Demand Forecasting for the Inner-city Health Center
Inner City Health Center is a federally funded health clinic that serves the needs of the inner-city poor. Currently the center is at the end of third-year operation and is preparing its staffing plan for the upcoming year. The federal government requires that the center prepare a budget request each year. The request is based largely on the forecast of the # of Patient Visit for specific services during the next year.
The health center administrator has in the past tried using the last months # of Patient Visit and has also tried using the average of all historical data to predict the next periods # of Patient Visit for the center. Neither of these two techniques has proven satisfactory due to complicated month to month data pattern. They are currently seeking outside helpers to forecast the # of patient visit for the upcoming January year 2016.
The # of patient visit each month in the preceding three years (including the current year) is available In the following Table.
Table. Emergency Service Demand for the Inner-city Health Center
Month
# of patient Visit
Year 2013
Year 2014
Year 2015
Jan.
267
358
486
Feb.
269
383
496
Mar.
301
480
550
Apr.
372
464
578
May
420
496
709
June
485
633
748
July
441
574
655
Aug.
423
533
673
Sept.
360
464
559
Oct.
275
393
567
Nov.
320
354
494
Dec.
233
333
490
Assignment: use Ms. Excel Spreadsheet to do the following. You may copy and paste the data to your Excel Spreadsheet. I would also suggestion that you re-arrange data into a 2-dimension table (Months, #of patient visit). To do so will make your job easier.
- Forecast
- Use a 4- Month Simple Moving Average Method to forecast the # of the emergency visit from May 2013 to January 2016.
- Use a Linear Projection Forecast Method to forecast the # of the emergency visit from January 2013 to January 2016.
- Use an Exponential Smoothing Forecast Method, with a = 0.25, to forecast the # of the emergency visit from June 2013 to January 2016. Assume that initial forecast for May 2013 is 450.
- Plot One (nice) Chart for Data Series over time (Jan 2013 to Jan 2016):
- the historical data series,
- the data series of forecasts obtained in 1a), 1b) and 1c).
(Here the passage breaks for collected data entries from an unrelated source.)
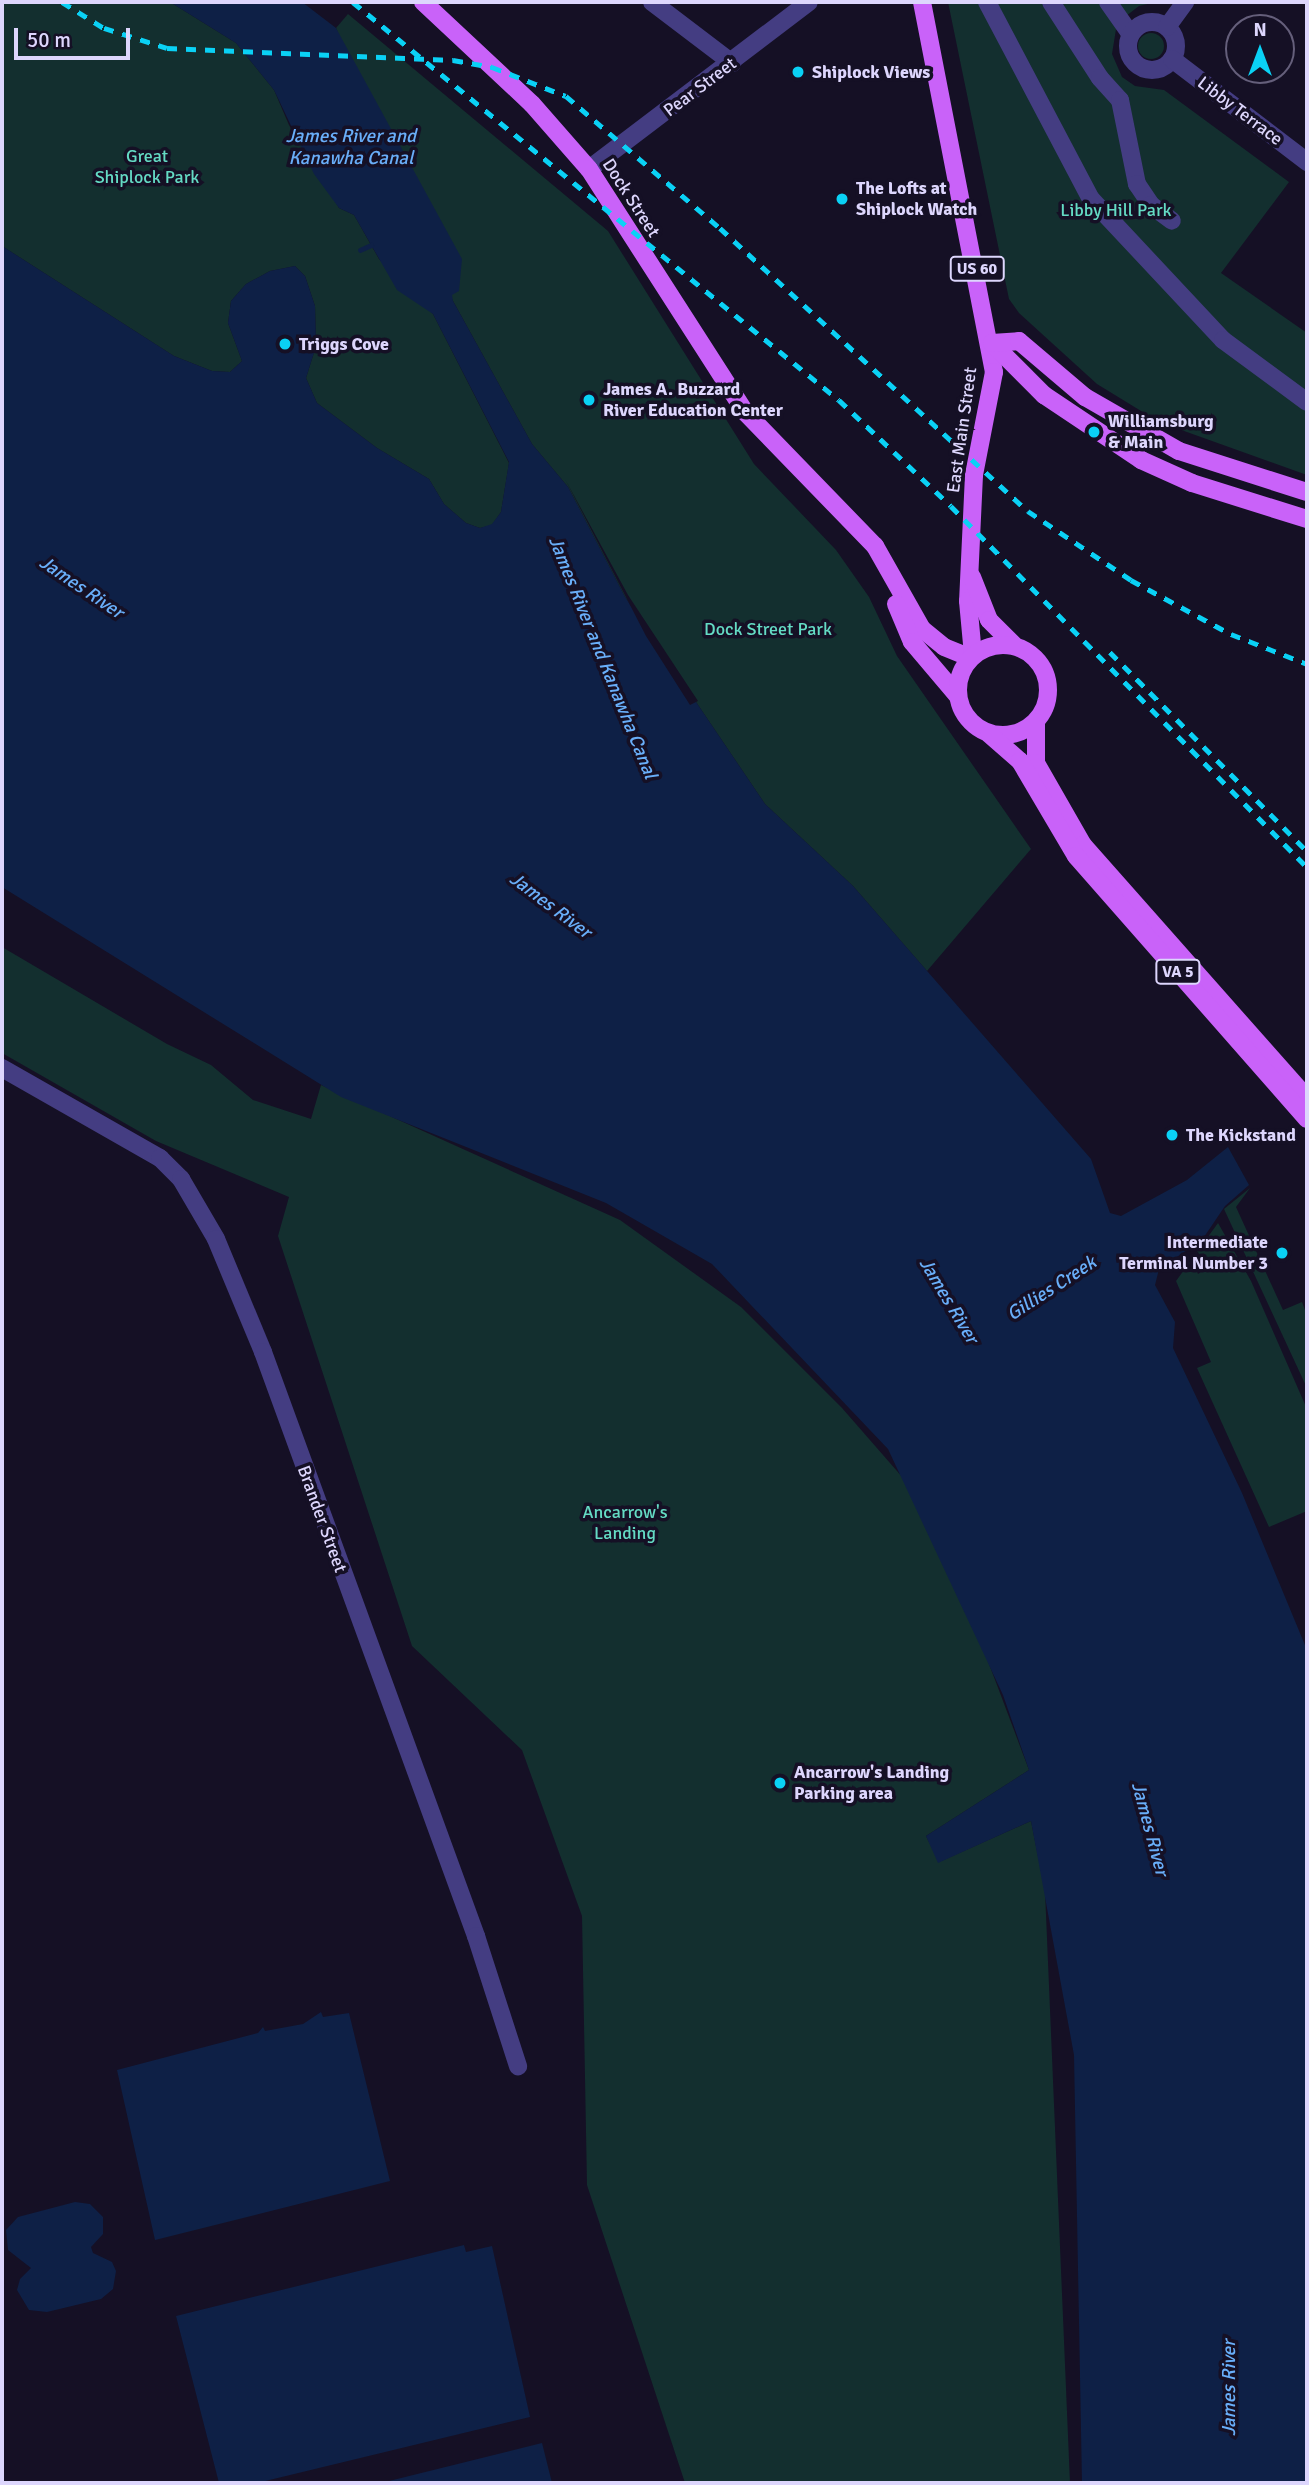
<!DOCTYPE html>
<style>
body{margin:0}
#map{position:relative;width:1309px;height:2485px;overflow:hidden;background:#151025;font-family:Signika,sans-serif}
div>[style]{position:absolute}
.green>*{inset:0;background:#132f2f}
.round{border-radius:50%}
.water>*{inset:0;background:#0e2046}
.pier>*{inset:0;background:#151025}
.stream>*{height:4.5px;margin:-2.25px;padding:0 2.25px;transform-origin:2.25px;border-radius:2.25px;background:#0e2046}
.minor>*{height:18px;margin:-9px;padding:0 9px;transform-origin:9px;border-radius:9px;background:#443d82}
.minor>.ring{margin:-9px;padding:0;box-sizing:content-box;background:none;border:18px solid #443d82;border-radius:50%}
.major>*{height:18px;margin:-9px;padding:0 9px;transform-origin:9px;border-radius:9px;background:#c962f9}
.major>.ring{margin:-9px;padding:0;box-sizing:content-box;background:none;border:18px solid #c962f9;border-radius:50%}
.rail>*{height:4.5px;margin-top:-2.25px;transform-origin:0;background:repeating-linear-gradient(90deg,#0ad1f5 0 10px,transparent 0 19px)}
.dots>*{width:19px;height:19px;translate:-50% -50%;box-sizing:border-box;border:4px solid #151025;border-radius:50%}
span{translate:-50% -50%;white-space:nowrap;text-align:center;line-height:1.15;-webkit-text-stroke:7px #151025;paint-order:stroke}
.shield-label span{padding:2px 5px;background:#151025;border:2px solid;border-radius:5px;-webkit-text-stroke-width:0}
.shield-label{font-size:16px;color:#ddd6fd;font-weight:700}
.poi-label{font-size:18px;color:#ddd6fd;font-weight:700}
.left{translate:0 -50%;text-align:left}
.right{translate:-100% -50%;text-align:right}
.street-label{font-size:18px;color:#ddd6fd}
.park-label{font-size:18px;color:#64dbc4}
.water-label{font-size:19px;color:#69aef9;font-style:italic}
.frame{position:absolute;inset:0;border:4px solid #ddd6fd;pointer-events:none}
.north{position:absolute;left:1225px;top:14px;width:70px;height:70px;box-sizing:border-box;background:#151025;border:2px solid #655f7b;border-radius:50%;rotate:0deg;font-size:19px;font-weight:700;line-height:28px;text-align:center;color:#ddd6fd}
.north::after{content:'';display:block;margin:auto;width:24px;height:32px;background:#0ad1f5;clip-path:polygon(50% 0,100% 100%,50% 72%,0 100%)}
.scale{position:absolute;left:14px;top:28px;width:116px;height:32px;box-sizing:border-box;border:4px solid #ddd6fd;border-top:0;padding-left:9px;font-size:21px;line-height:24px;white-space:nowrap;color:#ddd6fd;-webkit-text-stroke:5px #151025;paint-order:stroke}
</style>
<div id="map">
<div class="green">
<i style="clip-path:polygon(2px 2px,170px 2px,236px 43px,274px 90px,289px 125px,339px 208px,354px 215px,379px 259px,433px 314px,509px 463px,501px 512px,492px 525px,480px 528px,466px 523px,444px 504px,429px 479px,377px 448px,317px 403px,306px 378px,316px 346px,315px 306px,305px 276px,295px 266px,270px 271px,246px 284px,231px 301px,228px 323px,242px 361px,230px 372px,212px 371px,174px 356px,2px 246px)"></i>
<i style="clip-path:polygon(948px 2px,1156px 2px,1139px 6px,1117px 23px,1112px 54px,1122px 77px,1135px 86px,1164px 90px,1289px 182px,1221px 273px,1307px 333px,1307px 475px,1159px 422px,1097px 384px,1019px 313px,1009px 299px)"></i>
<i style="clip-path:polygon(348px 14px,608px 231px,754px 464px,836px 550px,869px 597px,897px 656px,1031px 849px,927px 971px,853px 886px,765px 804px,625px 597px,568px 487px,532px 444px,453px 301px,336px 28px)"></i>
<i class="round" style="left:1138px;top:33px;width:26px;height:26px"></i>
<i style="clip-path:polygon(2px 947px,167px 1044px,211px 1065px,253px 1100px,311px 1119px,321px 1085px,620px 1220px,741px 1307px,842px 1408px,931px 1510px,1029px 1770px,926px 1836px,939px 1862px,1031px 1821px,1045px 1891px,1070px 2483px,685px 2483px,587px 2185px,582px 1916px,522px 1750px,412px 1646px,278px 1236px,289px 1197px,156px 1141px,2px 1053px)"></i>
<i style="clip-path:polygon(1250px 1188px,1236px 1207px,1283px 1310px,1302px 1302px,1305px 1310px,1307px 1388px,1224px 1209px)"></i>
<i style="clip-path:polygon(1218px 1223px,1251px 1281px,1307px 1409px,1307px 1511px,1269px 1527px,1197px 1368px,1211px 1362px,1176px 1281px)"></i>
</div>
<div class="water">
<i style="clip-path:polygon(170px 2px,302px 2px,336px 28px,462px 259px,459px 291px,452px 295px,453px 301px,532px 444px,568px 487px,625px 597px,765px 804px,853px 886px,1091px 1159px,1110px 1213px,1121px 1216px,1187px 1180px,1228px 1147px,1249px 1185px,1225px 1206px,1202px 1240px,1159px 1269px,1155px 1285px,1175px 1322px,1173px 1348px,1242px 1493px,1307px 1650px,1307px 2483px,1082px 2483px,1074px 2055px,1031px 1821px,938px 1863px,926px 1836px,1029px 1770px,1003px 1695px,888px 1449px,712px 1264px,606px 1203px,341px 1097px,2px 887px,2px 246px,174px 356px,212px 371px,230px 372px,242px 361px,228px 323px,231px 301px,246px 284px,270px 271px,295px 266px,305px 276px,315px 306px,316px 346px,306px 378px,317px 403px,377px 448px,429px 479px,444px 504px,466px 523px,480px 528px,492px 524px,501px 512px,509px 462px,433px 314px,397px 290px,354px 215px,339px 208px,314px 174px,274px 90px,236px 43px)"></i>
<i style="clip-path:polygon(321px 2012px,323px 2017px,349px 2013px,390px 2181px,155px 2240px,117px 2070px,258px 2033px,263px 2027px,265px 2031px,303px 2024px)"></i>
<i style="clip-path:polygon(75px 2202px,90px 2204px,103px 2217px,103px 2234px,91px 2247px,93px 2253px,112px 2262px,116px 2271px,113px 2289px,101px 2299px,47px 2312px,29px 2310px,17px 2290px,20px 2279px,31px 2268px,8px 2250px,6px 2230px,18px 2217px)"></i>
<i style="clip-path:polygon(464px 2245px,466px 2252px,492px 2246px,530px 2417px,257px 2483px,219px 2483px,176px 2316px)"></i>
<i style="clip-path:polygon(542px 2443px,552px 2483px,381px 2483px)"></i>
</div>
<div class="pier">
<i style="clip-path:polygon(565px 479px,628px 595px,698px 701px,690px 705px,646px 636px)"></i>
</div>
<div class="stream">
<i style="left:360px;top:250px;width:12px;rotate:-24deg"></i>
</div>
<div class="minor">
<i style="left:652px;top:2px;width:101px;rotate:37.3deg"></i>
<i style="left:987px;top:2px;width:223px;rotate:62.2deg"></i>
<i style="left:1091px;top:199px;width:193px;rotate:46.9deg"></i>
<i style="left:1223px;top:340px;width:104px;rotate:36.4deg"></i>
<i style="left:1051px;top:2px;width:90px;rotate:57.2deg"></i>
<i style="left:1100px;top:78px;width:30px;rotate:48deg"></i>
<i style="left:1120px;top:100px;width:86px;rotate:78.6deg"></i>
<i style="left:1137px;top:184px;width:25px;rotate:56deg"></i>
<i style="left:1151px;top:205px;width:26px;rotate:37deg"></i>
<i style="left:1108px;top:2px;width:38px;rotate:55deg"></i>
<i class="ring" style="left:1128px;top:22px;width:30px;height:30px"></i>
<i style="left:1167px;top:27px;width:31px;rotate:-54deg"></i>
<i style="left:1172px;top:59px;width:170px;rotate:37.3deg"></i>
<i style="left:589px;top:169px;width:276px;rotate:-37.2deg"></i>
<i style="left:2px;top:1068px;width:182px;rotate:29.7deg"></i>
<i style="left:160px;top:1158px;width:30px;rotate:45deg"></i>
<i style="left:181px;top:1179px;width:69px;rotate:59.7deg"></i>
<i style="left:216px;top:1239px;width:122px;rotate:67.4deg"></i>
<i style="left:263px;top:1352px;width:622px;rotate:69.96deg"></i>
<i style="left:476px;top:1936px;width:137px;rotate:72.1deg"></i>
</div>
<div class="major">
<i style="left:423px;top:2px;width:149px;rotate:43.1deg"></i>
<i style="left:532px;top:104px;width:86px;rotate:48.8deg"></i>
<i style="left:589px;top:169px;width:289px;rotate:57.3deg"></i>
<i style="left:745px;top:412px;width:187px;rotate:45.9deg"></i>
<i style="left:875px;top:546px;width:95px;rotate:60.5deg"></i>
<i style="left:922px;top:629px;width:28px;rotate:39deg"></i>
<i style="left:944px;top:647px;width:29px;rotate:22deg"></i>
<i style="left:922px;top:2px;width:377px;rotate:79deg"></i>
<i style="left:994px;top:372px;width:105px;rotate:101deg"></i>
<i style="left:974px;top:475px;width:126px;rotate:92.7deg"></i>
<i style="left:968px;top:601px;width:54px;rotate:84.7deg"></i>
<i style="left:992px;top:343px;width:74px;rotate:45deg"></i>
<i style="left:1044px;top:395px;width:117px;rotate:33.8deg"></i>
<i style="left:1141px;top:460px;width:56px;rotate:24.3deg"></i>
<i style="left:1192px;top:483px;width:121px;rotate:17.4deg"></i>
<i style="left:992px;top:343px;width:27px;rotate:-4deg"></i>
<i style="left:1019px;top:341px;width:87px;rotate:40.3deg"></i>
<i style="left:1085px;top:397px;width:108px;rotate:29.9deg"></i>
<i style="left:1179px;top:451px;width:134px;rotate:17.8deg"></i>
<i style="left:972px;top:577px;width:46px;rotate:68.4deg"></i>
<i style="left:989px;top:620px;width:37px;rotate:45deg"></i>
<i style="left:896px;top:604px;width:41px;rotate:67.2deg"></i>
<i style="left:912px;top:642px;width:70px;rotate:49.7deg"></i>
<i class="ring" style="left:958px;top:645px;width:72px;height:72px"></i>
<i style="left:1036px;top:722px;width:41px;rotate:90deg"></i>
<i style="left:1036px;top:763px;width:95px;rotate:60.2deg"></i>
<i style="left:1083px;top:845px;width:338px;rotate:48.5deg"></i>
<i style="left:989px;top:734px;width:41px;rotate:41.1deg"></i>
<i style="left:1020px;top:761px;width:110px;rotate:59.5deg"></i>
<i style="left:1076px;top:856px;width:350px;rotate:48.7deg"></i>
</div>
<div class="rail">
<i style="left:62px;top:2px;width:49px;rotate:31.8deg"></i>
<i style="left:104px;top:28px;width:66px;rotate:17.6deg"></i>
<i style="left:167px;top:48px;width:286px;rotate:2.4deg"></i>
<i style="left:453px;top:60px;width:40px;rotate:10deg"></i>
<i style="left:492px;top:67px;width:79px;rotate:21.4deg"></i>
<i style="left:566px;top:96px;width:203px;rotate:40.6deg"></i>
<i style="left:720px;top:228px;width:418px;rotate:42.6deg"></i>
<i style="left:1028px;top:511px;width:124px;rotate:33.8deg"></i>
<i style="left:1131px;top:580px;width:114px;rotate:28.4deg"></i>
<i style="left:1231px;top:634px;width:82px;rotate:21.5deg"></i>
<i style="left:353px;top:2px;width:628px;rotate:39.32deg"></i>
<i style="left:839px;top:400px;width:154px;rotate:43.4deg"></i>
<i style="left:951px;top:506px;width:507px;rotate:45.4deg"></i>
<i style="left:1110px;top:652px;width:280px;rotate:45.3deg"></i>
</div>
<div class="dots">
<i style="left:798px;top:72px;background:#0ad1f5"></i>
<i style="left:842px;top:199px;background:#0ad1f5"></i>
<i style="left:285px;top:344px;background:#0ad1f5"></i>
<i style="left:589px;top:400px;background:#0ad1f5"></i>
<i style="left:1094px;top:432px;background:#0ad1f5"></i>
<i style="left:1172px;top:1135px;background:#0ad1f5"></i>
<i style="left:1282px;top:1253px;background:#0ad1f5"></i>
<i style="left:780px;top:1783px;background:#0ad1f5"></i>
</div>
<div class="shield-label">
<span style="left:977px;top:269px">US 60</span>
<span style="left:1178px;top:972px">VA 5</span>
</div>
<div class="poi-label">
<span class="left" style="left:812px;top:72px">Shiplock Views</span>
<span class="left" style="left:856px;top:199px">The Lofts at<br>Shiplock Watch</span>
<span class="left" style="left:299px;top:344px">Triggs Cove</span>
<span class="left" style="left:603px;top:400px">James A. Buzzard<br>River Education Center</span>
<span class="left" style="left:1108px;top:432px">Williamsburg<br>&amp; Main</span>
<span class="left" style="left:1186px;top:1135px">The Kickstand</span>
<span class="right" style="left:1268px;top:1253px">Intermediate<br>Terminal Number 3</span>
<span class="left" style="left:794px;top:1783px">Ancarrow's Landing<br>Parking area</span>
</div>
<div class="street-label">
<span style="left:700px;top:87px;rotate:-37deg">Pear Street</span>
<span style="left:1240px;top:111px;rotate:37deg">Libby Terrace</span>
<span style="left:631px;top:198px;rotate:57deg">Dock Street</span>
<span style="left:962px;top:430px;rotate:-82deg">East Main Street</span>
<span style="left:322px;top:1519px;rotate:70deg">Brander Street</span>
</div>
<div class="park-label">
<span style="left:147px;top:167px">Great<br>Shiplock Park</span>
<span style="left:1116px;top:210px">Libby Hill Park</span>
<span style="left:768px;top:629px">Dock Street Park</span>
<span style="left:625px;top:1523px">Ancarrow's<br>Landing</span>
</div>
<div class="water-label">
<span style="left:351px;top:148px">James River and<br>Kanawha Canal</span>
<span style="left:81px;top:588px;rotate:34deg">James River</span>
<span style="left:602px;top:658px;rotate:68deg">James River and Kanawha Canal</span>
<span style="left:550px;top:906px;rotate:37deg">James River</span>
<span style="left:1052px;top:1289px;rotate:-33deg">Gillies Creek</span>
<span style="left:948px;top:1301px;rotate:59deg">James River</span>
<span style="left:1149px;top:1829px;rotate:75deg">James River</span>
<span style="left:1230px;top:2388px;rotate:-90deg">James River</span>
</div>
<div class="frame"></div>
<div class="north">N</div>
<div class="scale">50 m</div>
</div>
- Use one of forecast Error Measurements, either MAD, or MSE, or MAPE (you choose) to determine which of the forecasts from 1a), 1b) or 1c) provides the best (smallest) forecasting error summary from the given historical data set.
- It is important to point out that error comparison of different forecast methods should be done on a Consistent Base. That is, the forecast error comparison for different forecast methods is meaningful only when we compare the forecast error of the Same Range of forecasts.
- For the Exponential Smoothing forecast obtained in 1c), use Tracking Signal to monitor the forecast results and draw a conclusion on whether or not the forecasts are Biased, assume C = 3, and -C = -3 to be the control limits of the tracking signal method.
- Use the same Forecast Error Measurement you used in question 3), find the best smoothing parameter a (i.e. the a that leads to the smallest forecast error) of Exponential Smoothing Forecast Method.
- For the given historical data set,
- Based on the data pattern of the three-year data set, one can easily argue that the forecast method used in 1a)-c) are not very good forecast methods. Explain why?.
- Propose your own Forecast Method that might be better than the forecast methods 1a) - 1c). Use the Forecast Method proposed to do forecasts from May 2013 to January 2016.
- use the Same Forecast Error measurement as you used in part 3) to calculate the forecasting error and, then, compare it with the results you obtained in 1a)- c). Is your method better?